**Exercise aim**
For this exercise, transcribe all the records below exactly.

[Saved entries]

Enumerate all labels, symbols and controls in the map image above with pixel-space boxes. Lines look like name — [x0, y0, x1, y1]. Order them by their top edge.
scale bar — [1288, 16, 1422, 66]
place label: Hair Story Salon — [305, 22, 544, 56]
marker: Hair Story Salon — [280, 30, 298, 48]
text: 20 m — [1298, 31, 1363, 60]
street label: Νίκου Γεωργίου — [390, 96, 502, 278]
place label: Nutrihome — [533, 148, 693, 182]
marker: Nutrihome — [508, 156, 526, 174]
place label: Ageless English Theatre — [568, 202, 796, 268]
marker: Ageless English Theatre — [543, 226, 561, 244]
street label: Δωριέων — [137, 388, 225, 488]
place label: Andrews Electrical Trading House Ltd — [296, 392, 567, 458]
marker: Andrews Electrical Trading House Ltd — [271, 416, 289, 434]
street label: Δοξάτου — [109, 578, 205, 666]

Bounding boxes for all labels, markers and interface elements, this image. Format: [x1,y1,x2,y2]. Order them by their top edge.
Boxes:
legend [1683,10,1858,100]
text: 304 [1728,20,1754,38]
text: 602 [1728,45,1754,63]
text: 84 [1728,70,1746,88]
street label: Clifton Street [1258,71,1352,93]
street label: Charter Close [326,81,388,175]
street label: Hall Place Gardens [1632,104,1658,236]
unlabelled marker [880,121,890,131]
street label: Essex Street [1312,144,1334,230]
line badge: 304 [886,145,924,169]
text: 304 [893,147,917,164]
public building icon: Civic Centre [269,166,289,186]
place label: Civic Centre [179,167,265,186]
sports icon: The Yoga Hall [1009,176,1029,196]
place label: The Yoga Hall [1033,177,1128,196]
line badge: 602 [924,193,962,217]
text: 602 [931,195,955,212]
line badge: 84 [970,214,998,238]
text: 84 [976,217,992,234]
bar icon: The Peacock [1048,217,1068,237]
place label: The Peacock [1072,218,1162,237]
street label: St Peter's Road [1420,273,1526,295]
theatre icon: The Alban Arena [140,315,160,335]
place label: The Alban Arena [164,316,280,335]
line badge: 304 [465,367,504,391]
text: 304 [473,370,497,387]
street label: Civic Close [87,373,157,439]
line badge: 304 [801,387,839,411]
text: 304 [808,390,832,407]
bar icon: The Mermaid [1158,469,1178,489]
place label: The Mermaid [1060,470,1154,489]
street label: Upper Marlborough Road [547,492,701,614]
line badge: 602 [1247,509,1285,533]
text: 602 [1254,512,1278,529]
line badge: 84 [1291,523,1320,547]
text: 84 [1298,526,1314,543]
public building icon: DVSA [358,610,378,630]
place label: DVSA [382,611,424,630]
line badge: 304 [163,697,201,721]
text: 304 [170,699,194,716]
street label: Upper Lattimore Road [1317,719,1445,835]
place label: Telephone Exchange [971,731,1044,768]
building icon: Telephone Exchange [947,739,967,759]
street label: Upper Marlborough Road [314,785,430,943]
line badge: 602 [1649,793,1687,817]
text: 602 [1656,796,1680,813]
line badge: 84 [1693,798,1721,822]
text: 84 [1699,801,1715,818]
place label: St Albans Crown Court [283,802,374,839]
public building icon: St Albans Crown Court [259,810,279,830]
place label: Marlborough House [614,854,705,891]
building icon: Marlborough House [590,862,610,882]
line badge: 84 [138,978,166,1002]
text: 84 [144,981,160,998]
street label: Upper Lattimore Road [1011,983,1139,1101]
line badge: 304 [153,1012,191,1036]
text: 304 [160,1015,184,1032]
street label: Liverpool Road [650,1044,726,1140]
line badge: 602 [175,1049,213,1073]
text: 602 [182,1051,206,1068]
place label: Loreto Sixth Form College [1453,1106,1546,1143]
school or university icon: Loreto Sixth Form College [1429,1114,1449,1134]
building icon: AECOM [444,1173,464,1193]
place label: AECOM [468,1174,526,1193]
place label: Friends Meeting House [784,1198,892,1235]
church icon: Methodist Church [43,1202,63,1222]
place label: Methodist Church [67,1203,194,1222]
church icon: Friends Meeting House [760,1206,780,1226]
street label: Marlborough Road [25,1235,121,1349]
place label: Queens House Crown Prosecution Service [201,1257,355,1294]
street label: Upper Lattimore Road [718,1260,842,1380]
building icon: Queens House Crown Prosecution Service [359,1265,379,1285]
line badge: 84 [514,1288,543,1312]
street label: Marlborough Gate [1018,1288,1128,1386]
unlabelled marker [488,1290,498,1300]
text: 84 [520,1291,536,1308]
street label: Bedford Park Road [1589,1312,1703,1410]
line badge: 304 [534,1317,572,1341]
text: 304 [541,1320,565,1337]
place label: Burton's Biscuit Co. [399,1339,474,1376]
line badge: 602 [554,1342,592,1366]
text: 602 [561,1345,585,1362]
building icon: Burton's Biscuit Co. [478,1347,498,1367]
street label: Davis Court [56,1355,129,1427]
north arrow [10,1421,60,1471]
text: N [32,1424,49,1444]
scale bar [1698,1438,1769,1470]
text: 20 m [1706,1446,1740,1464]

**Solution to the problem**
Enumerate all labels, symbols and controls in the map image above with pixel-space boxes. Lines look like name — [x0, y0, x1, y1]. Order them by their top edge.
scale bar — [1288, 16, 1422, 66]
place label: Hair Story Salon — [305, 22, 544, 56]
marker: Hair Story Salon — [280, 30, 298, 48]
text: 20 m — [1298, 31, 1363, 60]
street label: Νίκου Γεωργίου — [390, 96, 502, 278]
place label: Nutrihome — [533, 148, 693, 182]
marker: Nutrihome — [508, 156, 526, 174]
place label: Ageless English Theatre — [568, 202, 796, 268]
marker: Ageless English Theatre — [543, 226, 561, 244]
street label: Δωριέων — [137, 388, 225, 488]
place label: Andrews Electrical Trading House Ltd — [296, 392, 567, 458]
marker: Andrews Electrical Trading House Ltd — [271, 416, 289, 434]
street label: Δοξάτου — [109, 578, 205, 666]

Bounding boxes for all labels, markers and interface elements, this image. Format: [x1,y1,x2,y2]. Order them by their top edge.
Boxes:
legend [1683,10,1858,100]
text: 304 [1728,20,1754,38]
text: 602 [1728,45,1754,63]
text: 84 [1728,70,1746,88]
street label: Clifton Street [1258,71,1352,93]
street label: Charter Close [326,81,388,175]
street label: Hall Place Gardens [1632,104,1658,236]
unlabelled marker [880,121,890,131]
street label: Essex Street [1312,144,1334,230]
line badge: 304 [886,145,924,169]
text: 304 [893,147,917,164]
public building icon: Civic Centre [269,166,289,186]
place label: Civic Centre [179,167,265,186]
sports icon: The Yoga Hall [1009,176,1029,196]
place label: The Yoga Hall [1033,177,1128,196]
line badge: 602 [924,193,962,217]
text: 602 [931,195,955,212]
line badge: 84 [970,214,998,238]
text: 84 [976,217,992,234]
bar icon: The Peacock [1048,217,1068,237]
place label: The Peacock [1072,218,1162,237]
street label: St Peter's Road [1420,273,1526,295]
theatre icon: The Alban Arena [140,315,160,335]
place label: The Alban Arena [164,316,280,335]
line badge: 304 [465,367,504,391]
text: 304 [473,370,497,387]
street label: Civic Close [87,373,157,439]
line badge: 304 [801,387,839,411]
text: 304 [808,390,832,407]
bar icon: The Mermaid [1158,469,1178,489]
place label: The Mermaid [1060,470,1154,489]
street label: Upper Marlborough Road [547,492,701,614]
line badge: 602 [1247,509,1285,533]
text: 602 [1254,512,1278,529]
line badge: 84 [1291,523,1320,547]
text: 84 [1298,526,1314,543]
public building icon: DVSA [358,610,378,630]
place label: DVSA [382,611,424,630]
line badge: 304 [163,697,201,721]
text: 304 [170,699,194,716]
street label: Upper Lattimore Road [1317,719,1445,835]
place label: Telephone Exchange [971,731,1044,768]
building icon: Telephone Exchange [947,739,967,759]
street label: Upper Marlborough Road [314,785,430,943]
line badge: 602 [1649,793,1687,817]
text: 602 [1656,796,1680,813]
line badge: 84 [1693,798,1721,822]
text: 84 [1699,801,1715,818]
place label: St Albans Crown Court [283,802,374,839]
public building icon: St Albans Crown Court [259,810,279,830]
place label: Marlborough House [614,854,705,891]
building icon: Marlborough House [590,862,610,882]
line badge: 84 [138,978,166,1002]
text: 84 [144,981,160,998]
street label: Upper Lattimore Road [1011,983,1139,1101]
line badge: 304 [153,1012,191,1036]
text: 304 [160,1015,184,1032]
street label: Liverpool Road [650,1044,726,1140]
line badge: 602 [175,1049,213,1073]
text: 602 [182,1051,206,1068]
place label: Loreto Sixth Form College [1453,1106,1546,1143]
school or university icon: Loreto Sixth Form College [1429,1114,1449,1134]
building icon: AECOM [444,1173,464,1193]
place label: AECOM [468,1174,526,1193]
place label: Friends Meeting House [784,1198,892,1235]
church icon: Methodist Church [43,1202,63,1222]
place label: Methodist Church [67,1203,194,1222]
church icon: Friends Meeting House [760,1206,780,1226]
street label: Marlborough Road [25,1235,121,1349]
place label: Queens House Crown Prosecution Service [201,1257,355,1294]
street label: Upper Lattimore Road [718,1260,842,1380]
building icon: Queens House Crown Prosecution Service [359,1265,379,1285]
line badge: 84 [514,1288,543,1312]
street label: Marlborough Gate [1018,1288,1128,1386]
unlabelled marker [488,1290,498,1300]
text: 84 [520,1291,536,1308]
street label: Bedford Park Road [1589,1312,1703,1410]
line badge: 304 [534,1317,572,1341]
text: 304 [541,1320,565,1337]
place label: Burton's Biscuit Co. [399,1339,474,1376]
line badge: 602 [554,1342,592,1366]
text: 602 [561,1345,585,1362]
building icon: Burton's Biscuit Co. [478,1347,498,1367]
street label: Davis Court [56,1355,129,1427]
north arrow [10,1421,60,1471]
text: N [32,1424,49,1444]
scale bar [1698,1438,1769,1470]
text: 20 m [1706,1446,1740,1464]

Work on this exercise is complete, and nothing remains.